Collected data entries:

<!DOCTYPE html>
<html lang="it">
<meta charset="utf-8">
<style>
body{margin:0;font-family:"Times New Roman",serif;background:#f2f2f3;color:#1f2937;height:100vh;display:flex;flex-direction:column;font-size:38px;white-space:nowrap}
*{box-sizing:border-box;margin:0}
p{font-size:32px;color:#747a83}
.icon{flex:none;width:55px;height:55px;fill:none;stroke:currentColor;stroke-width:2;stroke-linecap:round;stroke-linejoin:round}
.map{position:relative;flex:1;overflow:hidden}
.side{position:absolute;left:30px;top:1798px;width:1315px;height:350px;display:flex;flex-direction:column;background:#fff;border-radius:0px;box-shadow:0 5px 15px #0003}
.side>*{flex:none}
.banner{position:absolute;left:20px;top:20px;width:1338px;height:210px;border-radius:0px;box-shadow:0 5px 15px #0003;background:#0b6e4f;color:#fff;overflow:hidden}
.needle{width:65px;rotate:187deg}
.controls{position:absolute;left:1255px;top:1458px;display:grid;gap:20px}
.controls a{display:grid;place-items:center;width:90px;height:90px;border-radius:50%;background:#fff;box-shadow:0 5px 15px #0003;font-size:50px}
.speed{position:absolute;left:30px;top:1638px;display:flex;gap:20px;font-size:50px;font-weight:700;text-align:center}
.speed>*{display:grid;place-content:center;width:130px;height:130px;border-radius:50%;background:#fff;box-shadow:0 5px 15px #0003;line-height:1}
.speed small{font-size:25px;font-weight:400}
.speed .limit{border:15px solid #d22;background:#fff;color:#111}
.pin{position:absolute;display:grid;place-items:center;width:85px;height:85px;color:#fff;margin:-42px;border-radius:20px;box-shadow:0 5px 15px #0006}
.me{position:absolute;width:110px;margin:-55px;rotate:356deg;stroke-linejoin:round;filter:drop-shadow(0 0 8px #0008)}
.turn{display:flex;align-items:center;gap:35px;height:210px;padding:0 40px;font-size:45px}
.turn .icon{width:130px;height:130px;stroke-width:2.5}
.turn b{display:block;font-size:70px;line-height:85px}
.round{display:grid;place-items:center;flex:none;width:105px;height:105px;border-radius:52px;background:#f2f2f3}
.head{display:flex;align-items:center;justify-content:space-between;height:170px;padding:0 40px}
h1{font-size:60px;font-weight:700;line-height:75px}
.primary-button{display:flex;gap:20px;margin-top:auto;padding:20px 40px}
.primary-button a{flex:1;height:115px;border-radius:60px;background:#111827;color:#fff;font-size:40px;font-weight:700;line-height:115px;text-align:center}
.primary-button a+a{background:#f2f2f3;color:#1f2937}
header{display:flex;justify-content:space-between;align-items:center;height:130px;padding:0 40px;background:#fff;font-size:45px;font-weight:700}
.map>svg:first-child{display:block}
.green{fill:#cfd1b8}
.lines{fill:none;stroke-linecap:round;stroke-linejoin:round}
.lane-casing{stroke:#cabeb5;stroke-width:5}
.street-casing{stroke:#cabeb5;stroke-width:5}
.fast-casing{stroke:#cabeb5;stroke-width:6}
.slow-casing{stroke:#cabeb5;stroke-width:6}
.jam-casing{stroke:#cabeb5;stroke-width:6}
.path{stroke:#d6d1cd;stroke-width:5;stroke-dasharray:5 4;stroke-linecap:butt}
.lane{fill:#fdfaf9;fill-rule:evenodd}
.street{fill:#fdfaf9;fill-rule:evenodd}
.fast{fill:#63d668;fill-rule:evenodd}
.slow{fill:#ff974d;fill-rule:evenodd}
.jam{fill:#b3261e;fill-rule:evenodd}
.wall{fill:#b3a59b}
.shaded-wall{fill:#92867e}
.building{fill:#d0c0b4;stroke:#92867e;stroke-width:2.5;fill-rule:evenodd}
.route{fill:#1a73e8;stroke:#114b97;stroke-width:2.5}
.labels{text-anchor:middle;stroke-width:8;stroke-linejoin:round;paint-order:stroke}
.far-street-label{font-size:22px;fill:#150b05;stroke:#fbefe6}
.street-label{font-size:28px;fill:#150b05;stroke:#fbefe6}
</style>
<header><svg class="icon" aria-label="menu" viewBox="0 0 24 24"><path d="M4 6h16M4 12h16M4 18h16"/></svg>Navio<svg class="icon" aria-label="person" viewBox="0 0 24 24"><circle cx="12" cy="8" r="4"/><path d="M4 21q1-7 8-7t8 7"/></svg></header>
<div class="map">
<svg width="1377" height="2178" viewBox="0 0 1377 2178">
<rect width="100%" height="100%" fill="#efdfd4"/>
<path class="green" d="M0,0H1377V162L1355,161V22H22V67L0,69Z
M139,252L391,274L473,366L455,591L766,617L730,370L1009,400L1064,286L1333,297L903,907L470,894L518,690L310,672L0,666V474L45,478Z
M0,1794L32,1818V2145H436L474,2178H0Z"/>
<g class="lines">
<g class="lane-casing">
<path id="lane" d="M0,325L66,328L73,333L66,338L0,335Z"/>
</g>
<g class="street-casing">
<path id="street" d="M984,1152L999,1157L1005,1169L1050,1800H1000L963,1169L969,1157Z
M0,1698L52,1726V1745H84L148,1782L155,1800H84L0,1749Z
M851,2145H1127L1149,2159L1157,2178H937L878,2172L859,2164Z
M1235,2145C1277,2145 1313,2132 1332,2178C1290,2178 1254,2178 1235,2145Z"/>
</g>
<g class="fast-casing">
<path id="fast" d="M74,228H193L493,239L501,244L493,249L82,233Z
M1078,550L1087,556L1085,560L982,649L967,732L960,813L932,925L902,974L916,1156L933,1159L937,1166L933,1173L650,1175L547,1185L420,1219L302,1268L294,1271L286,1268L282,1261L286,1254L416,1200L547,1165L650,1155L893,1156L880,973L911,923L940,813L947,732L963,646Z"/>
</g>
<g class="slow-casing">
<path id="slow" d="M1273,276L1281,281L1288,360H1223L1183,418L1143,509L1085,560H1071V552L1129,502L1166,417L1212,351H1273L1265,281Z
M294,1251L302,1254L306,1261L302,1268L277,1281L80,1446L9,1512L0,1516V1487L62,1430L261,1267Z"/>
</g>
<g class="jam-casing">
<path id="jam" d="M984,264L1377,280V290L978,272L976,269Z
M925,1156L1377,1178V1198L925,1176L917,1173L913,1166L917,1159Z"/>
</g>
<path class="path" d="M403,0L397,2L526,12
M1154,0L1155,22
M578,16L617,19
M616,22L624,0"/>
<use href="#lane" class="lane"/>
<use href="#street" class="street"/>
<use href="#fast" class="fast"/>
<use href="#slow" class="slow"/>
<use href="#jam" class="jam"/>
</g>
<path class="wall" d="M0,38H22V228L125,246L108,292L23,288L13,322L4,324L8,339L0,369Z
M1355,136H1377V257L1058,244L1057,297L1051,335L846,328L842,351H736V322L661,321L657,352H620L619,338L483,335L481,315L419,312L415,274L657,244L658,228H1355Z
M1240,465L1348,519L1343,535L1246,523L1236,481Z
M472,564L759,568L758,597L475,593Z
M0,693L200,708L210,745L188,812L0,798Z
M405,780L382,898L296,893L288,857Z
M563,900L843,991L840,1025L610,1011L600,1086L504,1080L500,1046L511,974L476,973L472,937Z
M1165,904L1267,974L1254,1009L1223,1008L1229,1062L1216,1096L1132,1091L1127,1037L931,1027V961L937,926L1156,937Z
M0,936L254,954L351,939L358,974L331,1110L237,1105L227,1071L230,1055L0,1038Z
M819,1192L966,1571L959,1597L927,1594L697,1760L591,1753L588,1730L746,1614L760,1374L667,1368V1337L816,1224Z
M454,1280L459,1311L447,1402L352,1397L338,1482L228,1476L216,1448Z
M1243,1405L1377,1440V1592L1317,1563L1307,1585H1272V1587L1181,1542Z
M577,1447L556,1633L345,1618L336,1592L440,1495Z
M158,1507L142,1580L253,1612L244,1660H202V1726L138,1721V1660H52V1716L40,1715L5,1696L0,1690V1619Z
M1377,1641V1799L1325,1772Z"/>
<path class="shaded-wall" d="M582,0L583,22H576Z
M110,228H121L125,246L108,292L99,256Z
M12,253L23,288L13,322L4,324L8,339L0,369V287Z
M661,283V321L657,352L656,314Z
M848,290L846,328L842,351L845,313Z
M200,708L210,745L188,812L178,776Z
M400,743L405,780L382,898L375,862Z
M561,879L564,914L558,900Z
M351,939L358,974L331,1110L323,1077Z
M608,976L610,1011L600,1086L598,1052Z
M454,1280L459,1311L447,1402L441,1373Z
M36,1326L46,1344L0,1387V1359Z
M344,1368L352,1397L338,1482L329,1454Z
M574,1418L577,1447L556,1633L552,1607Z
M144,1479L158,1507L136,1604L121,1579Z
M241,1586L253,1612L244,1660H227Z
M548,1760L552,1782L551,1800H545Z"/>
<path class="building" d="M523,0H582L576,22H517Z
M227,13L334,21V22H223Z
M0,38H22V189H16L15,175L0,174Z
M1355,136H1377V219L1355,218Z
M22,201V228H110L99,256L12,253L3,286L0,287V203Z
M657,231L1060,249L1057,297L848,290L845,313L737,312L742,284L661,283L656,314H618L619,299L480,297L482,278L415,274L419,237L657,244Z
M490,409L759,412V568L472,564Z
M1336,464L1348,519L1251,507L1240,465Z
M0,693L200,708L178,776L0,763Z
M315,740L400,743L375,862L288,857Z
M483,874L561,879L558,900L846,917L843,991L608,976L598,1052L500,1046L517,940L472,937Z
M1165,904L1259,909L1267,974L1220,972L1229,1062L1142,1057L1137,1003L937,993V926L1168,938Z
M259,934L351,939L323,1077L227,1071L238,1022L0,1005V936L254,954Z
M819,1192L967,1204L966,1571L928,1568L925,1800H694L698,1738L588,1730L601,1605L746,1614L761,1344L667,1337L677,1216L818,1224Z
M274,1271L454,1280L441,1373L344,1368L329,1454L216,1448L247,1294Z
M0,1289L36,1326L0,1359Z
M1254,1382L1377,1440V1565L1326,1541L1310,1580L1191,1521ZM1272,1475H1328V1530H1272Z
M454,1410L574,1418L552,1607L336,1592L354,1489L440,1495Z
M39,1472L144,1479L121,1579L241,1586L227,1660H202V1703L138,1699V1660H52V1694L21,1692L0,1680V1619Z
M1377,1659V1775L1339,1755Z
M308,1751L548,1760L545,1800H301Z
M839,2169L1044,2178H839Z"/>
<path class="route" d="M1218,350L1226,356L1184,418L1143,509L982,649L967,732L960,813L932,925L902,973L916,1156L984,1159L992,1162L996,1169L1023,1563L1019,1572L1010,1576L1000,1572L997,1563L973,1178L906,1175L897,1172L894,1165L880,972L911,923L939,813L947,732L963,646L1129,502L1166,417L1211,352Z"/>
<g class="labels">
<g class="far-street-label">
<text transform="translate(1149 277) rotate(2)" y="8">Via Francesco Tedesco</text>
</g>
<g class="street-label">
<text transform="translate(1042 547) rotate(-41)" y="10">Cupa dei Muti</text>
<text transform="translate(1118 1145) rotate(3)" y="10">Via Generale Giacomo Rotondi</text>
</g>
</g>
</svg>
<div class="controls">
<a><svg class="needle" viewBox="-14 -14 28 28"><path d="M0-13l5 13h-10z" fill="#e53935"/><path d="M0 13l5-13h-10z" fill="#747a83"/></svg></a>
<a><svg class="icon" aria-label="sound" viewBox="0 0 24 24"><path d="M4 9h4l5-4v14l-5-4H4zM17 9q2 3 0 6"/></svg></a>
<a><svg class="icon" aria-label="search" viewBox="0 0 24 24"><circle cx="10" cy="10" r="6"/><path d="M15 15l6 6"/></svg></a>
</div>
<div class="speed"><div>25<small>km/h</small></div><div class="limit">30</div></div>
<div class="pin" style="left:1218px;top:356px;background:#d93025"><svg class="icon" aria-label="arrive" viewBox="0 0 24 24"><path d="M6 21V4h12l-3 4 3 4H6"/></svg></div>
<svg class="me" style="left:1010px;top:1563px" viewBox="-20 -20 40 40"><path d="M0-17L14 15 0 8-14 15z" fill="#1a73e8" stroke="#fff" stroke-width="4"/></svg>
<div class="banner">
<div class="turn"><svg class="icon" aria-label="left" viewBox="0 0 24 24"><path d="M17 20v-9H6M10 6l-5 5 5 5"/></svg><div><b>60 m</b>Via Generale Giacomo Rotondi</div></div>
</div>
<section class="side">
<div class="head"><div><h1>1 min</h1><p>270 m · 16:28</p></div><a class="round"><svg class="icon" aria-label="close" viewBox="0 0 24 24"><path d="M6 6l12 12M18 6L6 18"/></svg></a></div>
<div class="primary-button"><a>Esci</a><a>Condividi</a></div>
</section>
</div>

WORK TASK: Report the count of lines in the entries that contain "hidden". Nothing else should be given.

SOLVED PROBLEM: 2